• [Task brief]:
Find the lines of data that contain the string "serif", then list them.

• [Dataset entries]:
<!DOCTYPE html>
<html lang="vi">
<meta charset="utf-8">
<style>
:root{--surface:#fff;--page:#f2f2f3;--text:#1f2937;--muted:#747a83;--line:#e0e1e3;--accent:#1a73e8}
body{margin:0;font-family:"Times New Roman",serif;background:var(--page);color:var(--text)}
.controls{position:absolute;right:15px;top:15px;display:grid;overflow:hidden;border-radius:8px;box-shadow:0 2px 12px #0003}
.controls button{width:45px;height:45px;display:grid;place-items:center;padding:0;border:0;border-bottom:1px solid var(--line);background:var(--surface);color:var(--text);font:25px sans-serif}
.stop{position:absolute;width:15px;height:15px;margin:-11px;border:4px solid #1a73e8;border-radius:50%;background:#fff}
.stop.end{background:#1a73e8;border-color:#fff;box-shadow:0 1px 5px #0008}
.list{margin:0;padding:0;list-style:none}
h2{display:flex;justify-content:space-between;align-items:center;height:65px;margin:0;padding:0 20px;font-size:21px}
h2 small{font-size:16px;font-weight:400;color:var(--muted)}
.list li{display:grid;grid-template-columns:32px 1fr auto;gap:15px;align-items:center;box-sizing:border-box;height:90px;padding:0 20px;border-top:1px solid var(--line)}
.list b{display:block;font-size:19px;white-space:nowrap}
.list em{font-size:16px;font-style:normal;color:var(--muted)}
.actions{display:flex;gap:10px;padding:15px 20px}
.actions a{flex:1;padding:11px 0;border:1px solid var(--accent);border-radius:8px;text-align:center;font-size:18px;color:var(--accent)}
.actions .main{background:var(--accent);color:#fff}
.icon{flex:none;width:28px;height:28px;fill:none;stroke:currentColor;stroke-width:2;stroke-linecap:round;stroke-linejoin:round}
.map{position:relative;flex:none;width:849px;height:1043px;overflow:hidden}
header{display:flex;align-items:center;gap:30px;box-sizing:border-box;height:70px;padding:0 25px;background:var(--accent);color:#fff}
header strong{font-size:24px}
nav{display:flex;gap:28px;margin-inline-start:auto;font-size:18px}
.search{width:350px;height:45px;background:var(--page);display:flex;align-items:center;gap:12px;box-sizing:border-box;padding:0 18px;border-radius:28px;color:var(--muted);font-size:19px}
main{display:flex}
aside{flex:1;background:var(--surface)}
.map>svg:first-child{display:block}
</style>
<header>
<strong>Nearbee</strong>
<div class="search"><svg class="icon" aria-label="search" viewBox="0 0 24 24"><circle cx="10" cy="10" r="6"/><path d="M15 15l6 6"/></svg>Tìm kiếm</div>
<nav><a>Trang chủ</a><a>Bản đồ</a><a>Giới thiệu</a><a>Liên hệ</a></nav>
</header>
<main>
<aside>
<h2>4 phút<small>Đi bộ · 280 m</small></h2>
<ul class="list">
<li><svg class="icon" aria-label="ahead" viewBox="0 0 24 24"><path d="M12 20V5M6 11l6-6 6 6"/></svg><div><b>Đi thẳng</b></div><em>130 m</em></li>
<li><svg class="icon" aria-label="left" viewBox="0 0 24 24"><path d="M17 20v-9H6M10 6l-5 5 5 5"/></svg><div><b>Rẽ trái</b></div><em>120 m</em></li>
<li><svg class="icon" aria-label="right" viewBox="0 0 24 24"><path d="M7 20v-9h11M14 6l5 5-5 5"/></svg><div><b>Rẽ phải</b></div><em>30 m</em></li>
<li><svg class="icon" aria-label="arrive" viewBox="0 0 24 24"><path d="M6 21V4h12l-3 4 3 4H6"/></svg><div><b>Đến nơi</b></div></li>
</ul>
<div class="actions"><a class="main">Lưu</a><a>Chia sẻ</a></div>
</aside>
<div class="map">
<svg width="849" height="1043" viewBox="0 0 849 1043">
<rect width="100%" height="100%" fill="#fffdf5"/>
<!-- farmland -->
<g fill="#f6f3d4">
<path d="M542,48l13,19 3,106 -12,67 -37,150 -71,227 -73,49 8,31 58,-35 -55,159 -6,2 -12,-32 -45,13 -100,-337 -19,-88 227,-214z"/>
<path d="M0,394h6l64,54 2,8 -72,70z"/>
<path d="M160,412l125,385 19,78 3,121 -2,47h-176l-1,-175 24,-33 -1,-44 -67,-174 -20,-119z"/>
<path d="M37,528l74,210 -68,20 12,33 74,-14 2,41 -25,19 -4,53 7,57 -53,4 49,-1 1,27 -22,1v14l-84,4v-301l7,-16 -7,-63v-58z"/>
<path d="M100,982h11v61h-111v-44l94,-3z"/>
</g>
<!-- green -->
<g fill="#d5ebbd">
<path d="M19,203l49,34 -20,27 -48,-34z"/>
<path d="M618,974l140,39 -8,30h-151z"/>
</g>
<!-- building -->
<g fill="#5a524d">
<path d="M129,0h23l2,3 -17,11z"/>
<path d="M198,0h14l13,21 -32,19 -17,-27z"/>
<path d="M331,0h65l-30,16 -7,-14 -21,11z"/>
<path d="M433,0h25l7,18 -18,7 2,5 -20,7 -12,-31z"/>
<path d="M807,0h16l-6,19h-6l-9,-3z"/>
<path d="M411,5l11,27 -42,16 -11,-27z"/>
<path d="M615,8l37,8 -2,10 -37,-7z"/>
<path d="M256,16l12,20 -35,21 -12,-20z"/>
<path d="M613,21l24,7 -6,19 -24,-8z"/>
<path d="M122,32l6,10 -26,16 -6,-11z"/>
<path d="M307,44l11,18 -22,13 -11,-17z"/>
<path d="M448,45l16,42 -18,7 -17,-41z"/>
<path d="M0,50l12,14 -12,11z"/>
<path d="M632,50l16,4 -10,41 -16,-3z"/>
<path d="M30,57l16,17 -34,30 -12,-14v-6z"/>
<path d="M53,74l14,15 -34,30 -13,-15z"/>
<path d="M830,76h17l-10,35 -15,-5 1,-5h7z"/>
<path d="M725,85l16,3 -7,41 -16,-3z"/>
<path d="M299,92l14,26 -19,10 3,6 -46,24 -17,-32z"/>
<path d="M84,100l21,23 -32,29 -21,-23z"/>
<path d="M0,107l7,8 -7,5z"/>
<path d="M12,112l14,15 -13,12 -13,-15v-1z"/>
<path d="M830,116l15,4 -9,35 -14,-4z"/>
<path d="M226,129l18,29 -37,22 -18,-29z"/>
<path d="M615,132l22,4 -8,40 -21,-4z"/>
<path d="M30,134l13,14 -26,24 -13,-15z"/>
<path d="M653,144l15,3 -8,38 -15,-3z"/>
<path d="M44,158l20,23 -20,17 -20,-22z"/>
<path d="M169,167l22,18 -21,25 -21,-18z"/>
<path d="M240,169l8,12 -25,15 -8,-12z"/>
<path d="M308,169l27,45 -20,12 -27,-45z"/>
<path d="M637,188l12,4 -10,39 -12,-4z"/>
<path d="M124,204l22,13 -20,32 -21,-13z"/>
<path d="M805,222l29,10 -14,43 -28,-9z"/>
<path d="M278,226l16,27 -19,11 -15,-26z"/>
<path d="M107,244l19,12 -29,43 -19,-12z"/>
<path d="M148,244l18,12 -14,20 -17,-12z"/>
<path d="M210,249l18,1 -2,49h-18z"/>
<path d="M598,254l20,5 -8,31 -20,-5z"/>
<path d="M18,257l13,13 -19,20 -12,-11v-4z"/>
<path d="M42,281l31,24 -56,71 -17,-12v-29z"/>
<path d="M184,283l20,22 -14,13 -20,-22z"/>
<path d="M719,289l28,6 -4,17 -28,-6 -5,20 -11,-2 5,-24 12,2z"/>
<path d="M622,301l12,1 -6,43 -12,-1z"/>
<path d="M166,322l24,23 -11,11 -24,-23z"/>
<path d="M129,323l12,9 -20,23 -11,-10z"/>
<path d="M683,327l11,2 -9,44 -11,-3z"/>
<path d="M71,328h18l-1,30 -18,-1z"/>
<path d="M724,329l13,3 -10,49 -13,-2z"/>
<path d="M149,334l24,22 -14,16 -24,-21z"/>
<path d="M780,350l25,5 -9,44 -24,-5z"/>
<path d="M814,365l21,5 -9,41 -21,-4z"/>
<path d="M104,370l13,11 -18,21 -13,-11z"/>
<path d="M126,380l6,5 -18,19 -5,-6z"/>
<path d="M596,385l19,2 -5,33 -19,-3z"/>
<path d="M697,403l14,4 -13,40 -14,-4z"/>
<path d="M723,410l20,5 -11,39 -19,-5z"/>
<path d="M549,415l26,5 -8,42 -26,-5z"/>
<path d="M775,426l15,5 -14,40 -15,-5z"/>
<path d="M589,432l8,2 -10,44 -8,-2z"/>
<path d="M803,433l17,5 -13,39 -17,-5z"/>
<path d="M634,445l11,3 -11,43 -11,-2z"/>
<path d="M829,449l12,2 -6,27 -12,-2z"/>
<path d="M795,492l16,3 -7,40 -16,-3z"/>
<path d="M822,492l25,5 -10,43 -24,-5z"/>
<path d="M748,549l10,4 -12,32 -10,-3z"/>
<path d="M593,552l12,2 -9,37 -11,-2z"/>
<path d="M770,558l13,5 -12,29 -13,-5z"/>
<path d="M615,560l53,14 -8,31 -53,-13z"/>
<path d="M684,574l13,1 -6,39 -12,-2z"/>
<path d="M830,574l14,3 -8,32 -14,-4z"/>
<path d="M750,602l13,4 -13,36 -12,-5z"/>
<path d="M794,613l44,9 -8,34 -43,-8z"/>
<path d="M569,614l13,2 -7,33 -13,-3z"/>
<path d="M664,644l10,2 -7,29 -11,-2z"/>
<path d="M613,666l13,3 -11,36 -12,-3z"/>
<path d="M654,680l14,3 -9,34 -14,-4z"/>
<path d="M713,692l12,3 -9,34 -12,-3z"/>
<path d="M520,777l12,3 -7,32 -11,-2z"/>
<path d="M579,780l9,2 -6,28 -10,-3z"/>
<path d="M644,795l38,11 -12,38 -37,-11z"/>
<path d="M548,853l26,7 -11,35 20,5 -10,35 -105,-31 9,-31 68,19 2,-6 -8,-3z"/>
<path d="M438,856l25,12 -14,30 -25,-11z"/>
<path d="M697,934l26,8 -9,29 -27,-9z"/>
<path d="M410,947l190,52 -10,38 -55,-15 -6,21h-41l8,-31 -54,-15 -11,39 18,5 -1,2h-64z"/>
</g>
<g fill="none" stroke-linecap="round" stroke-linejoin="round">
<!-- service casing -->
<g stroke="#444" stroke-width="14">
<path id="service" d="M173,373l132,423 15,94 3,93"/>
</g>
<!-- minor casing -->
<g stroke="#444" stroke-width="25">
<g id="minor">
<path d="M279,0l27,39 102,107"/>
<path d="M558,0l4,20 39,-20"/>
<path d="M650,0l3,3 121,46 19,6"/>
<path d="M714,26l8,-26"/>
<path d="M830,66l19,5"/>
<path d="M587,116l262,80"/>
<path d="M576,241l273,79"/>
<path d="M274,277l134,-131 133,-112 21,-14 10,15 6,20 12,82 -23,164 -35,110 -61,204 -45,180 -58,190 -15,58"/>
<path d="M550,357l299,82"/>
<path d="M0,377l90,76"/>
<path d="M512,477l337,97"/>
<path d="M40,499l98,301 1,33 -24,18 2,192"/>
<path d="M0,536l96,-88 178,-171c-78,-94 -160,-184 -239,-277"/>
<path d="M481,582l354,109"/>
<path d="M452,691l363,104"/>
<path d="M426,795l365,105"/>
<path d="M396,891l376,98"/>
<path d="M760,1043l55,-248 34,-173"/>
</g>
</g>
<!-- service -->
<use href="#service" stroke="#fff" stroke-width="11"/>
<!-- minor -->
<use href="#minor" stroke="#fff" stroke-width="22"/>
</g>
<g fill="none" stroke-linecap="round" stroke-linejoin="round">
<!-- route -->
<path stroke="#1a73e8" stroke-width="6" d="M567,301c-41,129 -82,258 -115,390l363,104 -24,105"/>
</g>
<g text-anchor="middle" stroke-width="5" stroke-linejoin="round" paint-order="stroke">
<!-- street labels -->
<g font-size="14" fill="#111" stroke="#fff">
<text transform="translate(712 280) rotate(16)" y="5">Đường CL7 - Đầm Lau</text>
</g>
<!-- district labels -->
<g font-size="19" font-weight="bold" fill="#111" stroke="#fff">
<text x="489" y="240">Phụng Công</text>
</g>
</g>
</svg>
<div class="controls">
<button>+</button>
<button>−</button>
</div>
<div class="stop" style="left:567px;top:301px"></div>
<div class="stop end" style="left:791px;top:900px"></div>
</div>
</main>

• [Your response]:
body{margin:0;font-family:"Times New Roman",serif;background:var(--page);color:var(--text)}
.controls button{width:45px;height:45px;display:grid;place-items:center;padding:0;border:0;border-bottom:1px solid var(--line);background:var(--surface);color:var(--text);font:25px sans-serif}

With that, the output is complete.